The Fix: Risk Management plans should provide policies for making big changes to the IT system, including those resulting from emergencies.
15. Failure to Report a HIPAA Law Breach to OCR
The HIPAA law pitfalls above are enough to give a doctor night sweats.
Compounding them is what we do when we trip up.
Imagine this:
You get investigated by OCR. You’re found guilty. Why?
An employee went home with a thumb drive seven months ago. On it, she’d stored patient records.
Though this scenario is real (and cost the provider millions) here’s an added headache:
Your fine doubles because you didn’t report the breach within a reasonable amount of time.
Covered entities must notify all breaches of PHI to HHS. If the breach concerns less than 500 people, you have 60 days.
If the HIPAA Privacy Rule violation affects more than 500 people, the window shrinks to “without unreasonable delay.”
Fessing up is the best way to keep a damaging wreck from turning catastrophic.
The HIPAA Law Breach: Failure to report a PHI breach to HHS.

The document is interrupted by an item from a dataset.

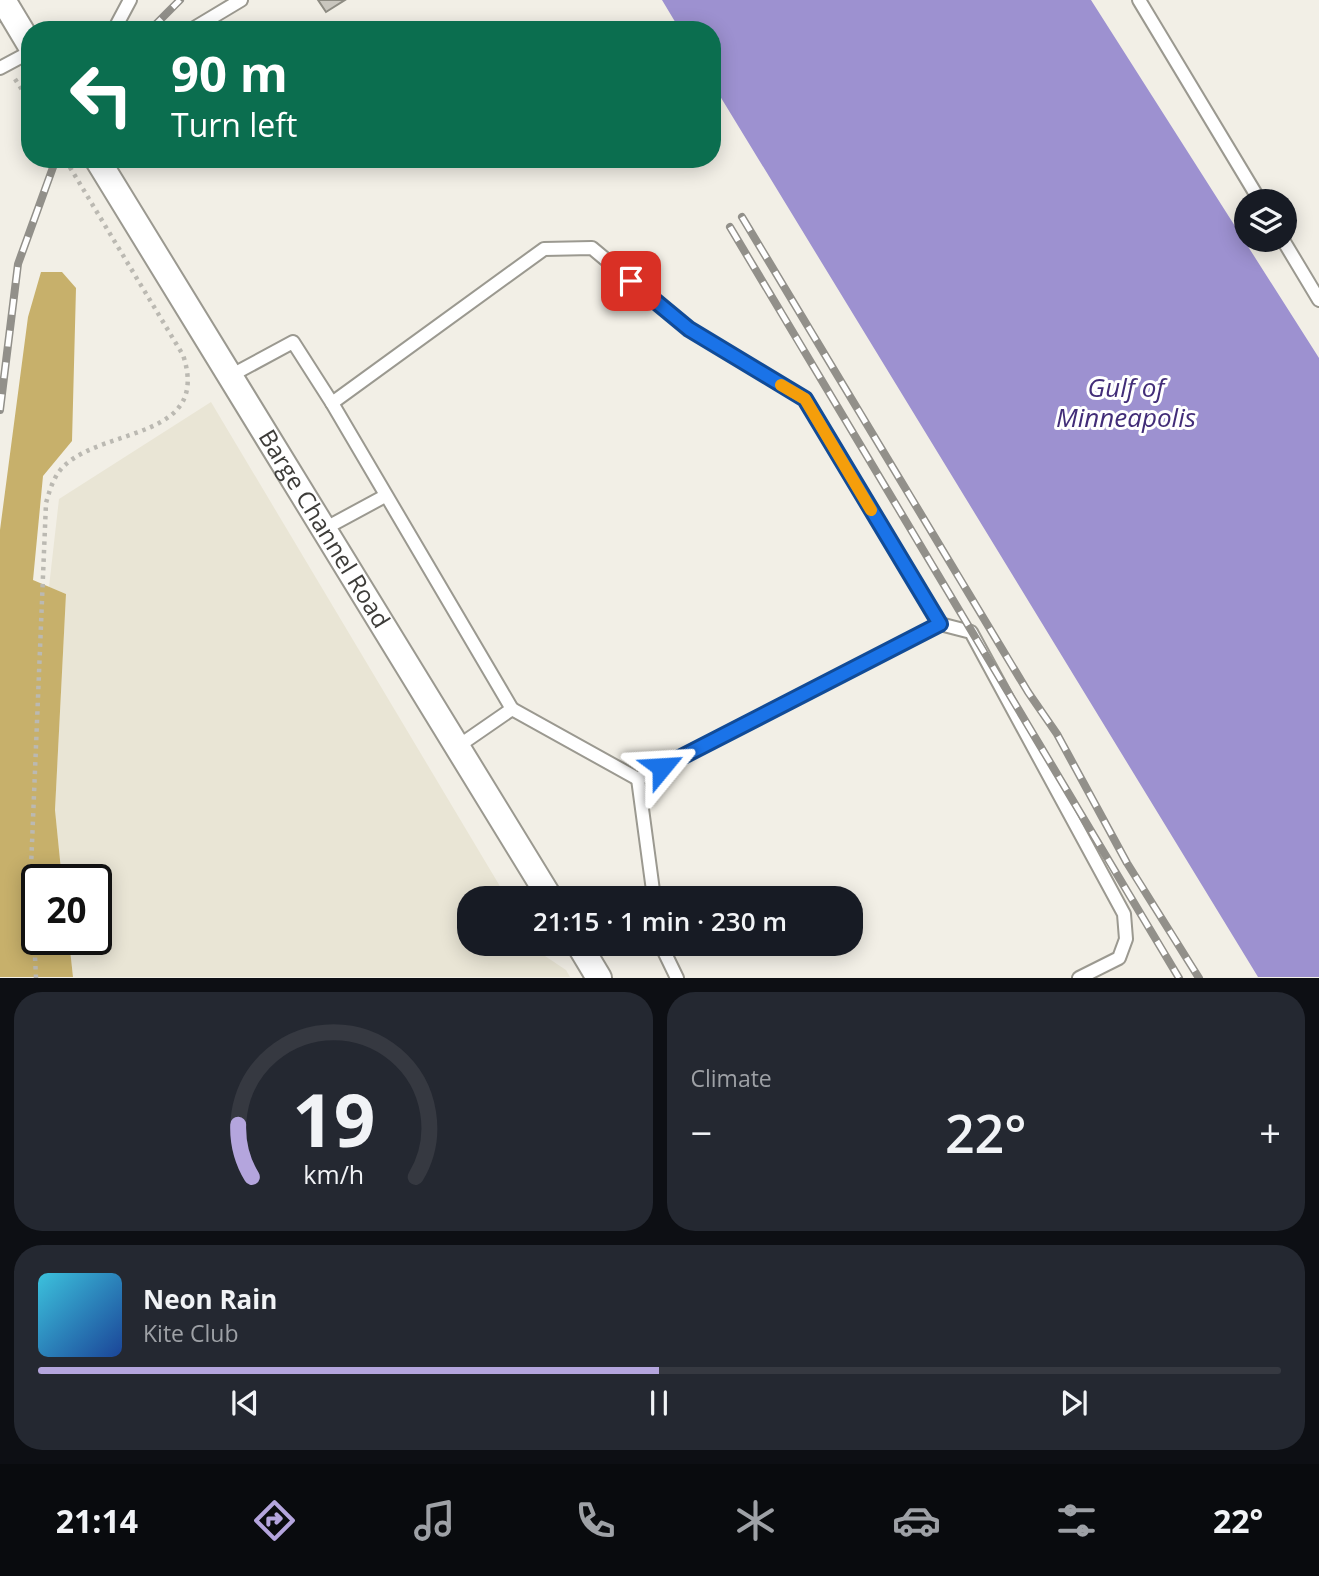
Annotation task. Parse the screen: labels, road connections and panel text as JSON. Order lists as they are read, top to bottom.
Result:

The Fix: Add a policy to your Risk Management plan for rapid reporting of all HIPAA breaches.
Conclusion
HIPAA law provides staggering penalties for those who violate its security and privacy rules
Fortunately, most violations can be curtailed through adequate employee training, employee documentation (signing off), regular Risk Assessment, and a written, living Risk Management plan.
The biggest HIPAA law pitfalls involve not performing Risk Assessments, not having a Risk Management plan, and PHI data breaches from unprotected physical tech and open networks.
It’s vital to remain vigilant to lightning-fast changes in technology in order to stay clear of violations of the HIPAA Privacy Rule.